The Truck: Ray Ray’s Hog Pit
Hours: 12-8 p.m. Friday-Sunday, or until it’s gone!
Photography’s loss is our carnivore community’s gain. Though he’s assembled a great crew now, this makes-me-moan-like-Homer-Simpson sizzler of seductively oak-and-hickory-smoked, low-and-slow artisanal barbecue retains the vision of one no-nonsense man — James Ray Anderson. Trained in the German culinary arts and with a degree in commercial photography (that work made him “sleepy”), Anderson thoroughly embraces the jack-of-all-trades demands of high-level, DIY food trucking (cooking, carpentry, mechanical, business branding).

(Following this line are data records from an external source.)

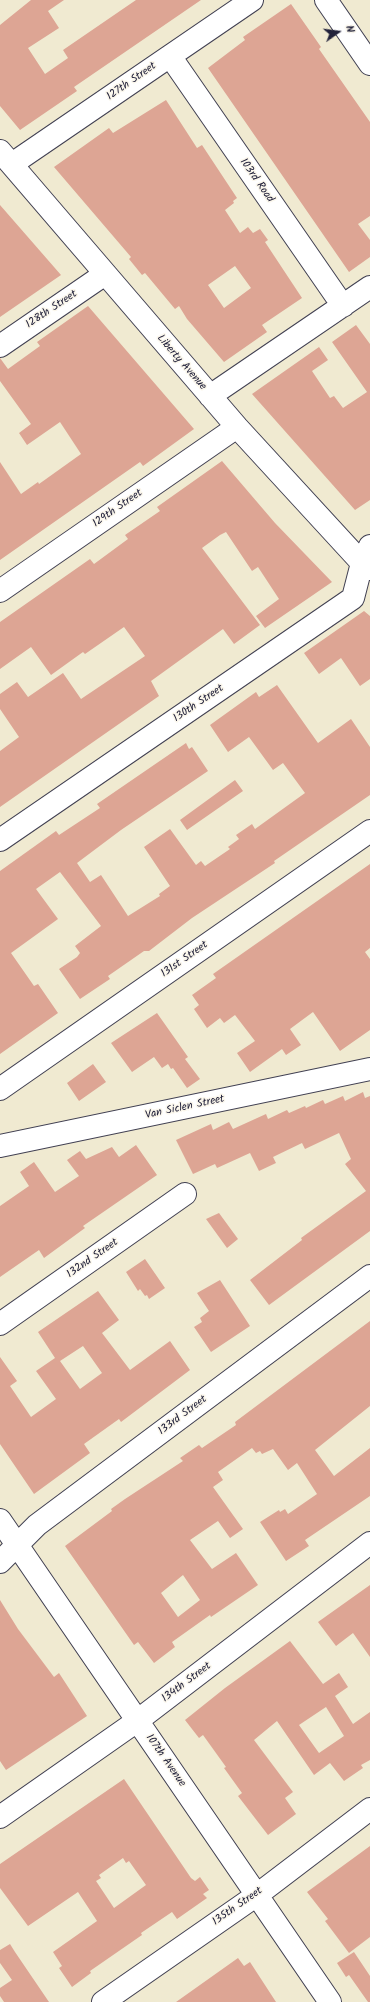 <!DOCTYPE html>
<style>
body{margin:0}
#map{position:relative;width:370px;height:2002px;overflow:hidden;background:#f0ead1;font-family:Kalam,sans-serif}
canvas{display:block}
.north{position:absolute;left:318px;top:12px;width:40px;height:40px;-webkit-text-stroke:3px #fbf7ec;paint-order:stroke;rotate:76deg;font-size:11px;font-weight:700;line-height:16px;text-align:center;color:#22223b}
.north::after{content:'';display:block;margin:auto;width:14px;height:18px;background:#22223b;clip-path:polygon(50% 0,100% 100%,50% 72%,0 100%)}
</style>
<div id="map">
<canvas width="370" height="2002"></canvas>
<div class="north">N</div>
</div>
<script>
const context = document.querySelector('canvas').getContext('2d');
context.lineJoin = 'round';
function fillPath(path, color) { context.fillStyle = color; context.fill(path, 'evenodd'); }
const poly = rows => new Path2D(rows.map(r => 'M' + r).join(''));
function strokePath(path, color, width, dash) { context.strokeStyle = color; context.lineWidth = width; context.lineCap = dash ? 'butt' : 'round'; context.setLineDash(dash || []); context.stroke(path); }
function write(font, color, halo, rows, align = 'center') {
  context.font = font + ' Kalam,sans-serif'; context.lineWidth = 3; context.setLineDash([]); context.textBaseline = 'middle'; context.strokeStyle = halo; context.fillStyle = color; for (const [text, x, y, turn = 0] of rows) {
    context.save(); context.translate(x, y); context.rotate((+turn || 0) * Math.PI / 180); context.textAlign = isNaN(turn) ? turn : align; if (halo) context.strokeText(text, 0, 0); context.fillText(text, 0, 0); context.restore();
  }
}
const building = poly([
 [31,0,64,0,48,11,59,28,28,48,45,74,68,58,63,50,136,0,201,0,74,87,77,91,20,130,0,106,0,25],
 [291,4,321,47,319,49,370,122,370,216,358,224,370,240,370,257,349,272,208,68,245,40,243,37],
 [166,100,197,148,202,145,237,198,233,201,234,203,225,210,240,233,248,227,253,233,260,229,268,240,265,242,302,298,262,325,267,332,224,362,187,319,179,306,175,309,145,273,142,275,129,259,131,257,54,167,109,128,113,133],
 [235,266,251,288,224,308,208,285],
 [0,205,61,275,0,317],
 [88,306,194,429,143,466,140,462,0,560,0,462,21,494,38,482,39,484,81,454,60,422,27,445,19,433,31,424,0,381,0,358,8,369,40,346,37,342],
 [356,325,370,344,370,500,355,510,252,394,319,347,328,360,312,371,330,398,334,396,343,408,367,392,332,342],
 [222,461,275,523,332,582,265,628,256,616,279,599,258,567,252,571,226,532,220,535,202,548,260,625,234,644,223,629,151,681,159,696,0,807,0,751,19,737,0,709,0,694,17,682,28,697,63,673,81,699,145,656,124,627,85,654,83,652,51,675,31,647,0,669,0,622,90,559,94,564,128,539,125,535,160,511,157,507],
 [364,611,370,616,370,679,360,686,341,658,319,674,304,653],
 [277,685,318,743,351,719,370,747,370,795,274,861,275,863,192,918,149,951,144,951,108,976,110,979,80,999,59,969,77,957,80,953,75,946,101,926,60,872,36,889,58,919,11,953,34,986,38,984,58,1013,0,1054,0,871,56,831,59,835,100,808,97,804,186,743,189,749,192,747,208,771,121,830,77,863,90,882,101,875,128,916,160,896,159,894,170,886,144,847,170,829,196,865,201,861,205,866,230,849,228,847,239,839,236,835,252,824,255,829,305,793,283,763,273,770,249,737,228,752,210,725,256,692,259,697],
 [235,780,243,791,187,830,180,820],
 [370,864,370,948,365,952,370,959,370,1030,340,1051,313,1012,290,1029,301,1045,286,1055,282,1049,250,1072,237,1053,255,1041,235,1015,224,1023,220,1018,207,1028,194,1009,199,1005,192,995,216,978,213,974],
 [157,1013,188,1057,185,1059,200,1079,187,1088,173,1068,171,1069,168,1064,162,1068,154,1057,132,1072,111,1043],
 [93,1064,106,1082,79,1101,67,1083],
 [363,1092,365,1098,370,1096,370,1231,269,1305,250,1280,302,1240,301,1238,366,1191,345,1164,351,1159,339,1133,305,1149,302,1143,273,1157,276,1163,259,1171,250,1153,217,1168,215,1164,193,1174,176,1140,211,1124,213,1130,229,1122,233,1129,266,1114,268,1119,287,1110,289,1113,305,1106,306,1108,323,1100,325,1104,343,1096,345,1101],
 [136,1145,157,1175,83,1226,85,1228,44,1258,39,1250,0,1277,0,1206,29,1186,20,1172,34,1162,55,1192,79,1176,67,1160,80,1151,86,1159,112,1147,119,1157],
 [219,1213,238,1239,227,1248,206,1219],
 [145,1259,165,1288,149,1299,147,1295,145,1296,140,1289,138,1291,126,1272],
 [220,1280,250,1326,211,1352,194,1327,202,1322,200,1318,209,1311,197,1293],
 [98,1291,119,1320,102,1333,130,1370,170,1341,190,1370,121,1422,119,1419,84,1444,90,1453,34,1494,0,1444,0,1357,17,1381,10,1386,31,1417,56,1399,36,1371,55,1358,38,1332],
 [83,1346,102,1373,80,1389,60,1361],
 [370,1321,370,1406,315,1450,334,1476,370,1448,370,1496,305,1540,309,1546,286,1561,260,1522,279,1510,280,1512,285,1509,288,1514,317,1494,297,1463,288,1470,273,1449,262,1454,260,1451,256,1453,252,1448,218,1472,223,1480,213,1487,243,1529,230,1538,218,1521,190,1540,212,1569,236,1553,258,1585,211,1617,210,1615,172,1642,175,1647,154,1663,138,1642,134,1645,65,1546,112,1511,111,1509,125,1499,183,1461,180,1458,199,1445,202,1448,236,1425,235,1422],
 [183,1575,200,1600,178,1617,161,1593],
 [370,1585,370,1657,353,1633,336,1646,318,1622],
 [0,1600,18,1629,54,1677,59,1673,87,1716,6,1770,0,1761],
 [290,1641,323,1684,339,1673,348,1687,335,1696,353,1724,370,1712,370,1760,361,1765,363,1768,344,1781,330,1763,314,1775,277,1721,254,1740,293,1792,285,1798,296,1814,268,1835,238,1796,242,1793,224,1768,226,1767,203,1735,199,1738,185,1720,225,1688],
 [326,1707,344,1736,319,1753,299,1725],
 [124,1779,191,1878,195,1881,200,1877,209,1890,203,1894,207,1898,177,1919,172,1912,141,1933,142,1935,90,1971,91,1973,72,1987,59,1968,62,1966,53,1952,97,1921,78,1892,28,1926,0,1888,0,1864],
 [123,1858,126,1863,129,1861,146,1885,114,1908,96,1881,101,1878,99,1875],
 [370,1846,370,1937,349,1953,325,1921,328,1919,307,1892],
 [10,1944,15,1952,49,2002,4,2002,0,1996,0,1988,12,1980,0,1963,0,1950],
 [354,1952,370,1976,370,2002,368,2002,349,1975,346,1977,337,1963],
 [238,1958,244,1966,250,1962,276,2002,176,2002]
]);
const minor = poly([
 [326,0,370,64],
 [170,56,343,306],
 [0,151,237,427,362,563,370,569],
 [12,164,252,0],
 [0,346,105,274],
 [210,396,370,287],
 [0,591,237,427],
 [0,840,353,598,362,563,370,546],
 [0,1089,370,831],
 [0,1146,370,1069],
 [0,1324,185,1194],
 [0,1520,330,2002],
 [0,1562,37,1525,370,1276],
 [0,1817,137,1721,370,1543],
 [103,2002,257,1895,370,1809]
]);
const streetNames = [
 ["127th Street",132,82,-35],
 ["103rd Road",256,181,55],
 ["128th Street",52,310,-34],
 ["Liberty Avenue",181,363,49],
 ["129th Street",118,509,-35],
 ["130th Street",199,704,-34],
 ["131st Street",185,960,-35],
 ["Van Siclen Street",185,1108,-12],
 ["132nd Street",93,1259,-35],
 ["133rd Street",183,1416,-37],
 ["134th Street",187,1683,-37],
 ["107th Avenue",165,1761,55],
 ["135th Street",238,1907,-35]
];
fillPath(building, '#dda594');
strokePath(minor, '#414052', 24);
strokePath(minor, '#fff', 22);
write('11px', '#22223b', '#fbf7ec', streetNames);
</script>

Myriad fans embrace his killer cuisine. From succulent pork and beef to awesome sauces and meaty sides, it’s all terrific. Lately, I’m partial to the sweet/salty/zesty-barked ribs ($10 per half-slab) with tangy smoky beans and zingy greens (two sides for $3). Protip: Rotating specials (check Facebook) like Sunday’s grass fed brisket (!) and the must-have, intense burnt ends merit destination dining trips.
The Bar: Ace of Cups
2619 N. High St., Campus
Kismet — Ace needed food, Ray Ray’s needed room — brought the Hog Pit to AoC’s huge fenced-in patio, where lounging ’Q-rippers sip high-test brews with delicious Pit-fixings. But this one-of-a-kind bar is far more than a squatting spot, and 16 world-class taps ranging from Staropramen to Barley’s Blood Thirst Wheat to Rodenbach Grand Cru (!). Plus, they’ve got infused vodkas, Ransom gin, Bulleit 10 and refreshing, scratch-made sour mix-enhanced cocktails. Owned (by Scrawl’s Marcy Mays), operated and frequented by lifetime rock ‘n’ roll connoisseurs (Fu Manchu recently played the night after Iceage), it’s an airy, two-floored, rarefied punk-leaning live music venue with playful, mostly homemade, gothic accents and uncramped and uncommon-for-its-genre creature comforts. Protip: Try a Whiskey Daisy or Sunday special Aztec Licorice.